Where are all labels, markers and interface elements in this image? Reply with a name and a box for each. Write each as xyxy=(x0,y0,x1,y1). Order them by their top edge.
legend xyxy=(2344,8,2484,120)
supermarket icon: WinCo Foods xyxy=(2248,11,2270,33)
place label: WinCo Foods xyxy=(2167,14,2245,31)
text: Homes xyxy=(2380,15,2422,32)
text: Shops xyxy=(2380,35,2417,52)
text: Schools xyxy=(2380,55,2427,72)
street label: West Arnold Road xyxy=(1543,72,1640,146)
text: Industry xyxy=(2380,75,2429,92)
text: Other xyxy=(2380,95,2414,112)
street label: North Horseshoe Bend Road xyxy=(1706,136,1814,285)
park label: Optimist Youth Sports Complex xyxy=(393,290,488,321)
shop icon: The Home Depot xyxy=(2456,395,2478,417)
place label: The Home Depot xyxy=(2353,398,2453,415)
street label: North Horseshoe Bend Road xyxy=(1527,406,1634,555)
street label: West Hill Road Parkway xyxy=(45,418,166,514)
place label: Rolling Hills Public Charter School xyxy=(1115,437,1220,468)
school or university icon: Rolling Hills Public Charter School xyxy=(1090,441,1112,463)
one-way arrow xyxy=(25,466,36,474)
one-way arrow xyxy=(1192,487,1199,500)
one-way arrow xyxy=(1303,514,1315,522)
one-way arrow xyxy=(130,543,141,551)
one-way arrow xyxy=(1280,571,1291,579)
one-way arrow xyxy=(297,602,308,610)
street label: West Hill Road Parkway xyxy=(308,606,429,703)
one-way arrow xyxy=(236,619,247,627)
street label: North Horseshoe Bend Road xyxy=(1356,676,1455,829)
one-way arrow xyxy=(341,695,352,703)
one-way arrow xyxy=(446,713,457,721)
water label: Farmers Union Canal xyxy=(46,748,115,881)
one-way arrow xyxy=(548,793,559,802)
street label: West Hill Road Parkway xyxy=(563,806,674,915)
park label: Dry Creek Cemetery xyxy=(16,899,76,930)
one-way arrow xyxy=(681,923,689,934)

## Goal of the exercise
Your answer should be the lines of the material above that include "Hills".

## Solution to the problem
place label: Rolling Hills Public Charter School xyxy=(1115,437,1220,468)
school or university icon: Rolling Hills Public Charter School xyxy=(1090,441,1112,463)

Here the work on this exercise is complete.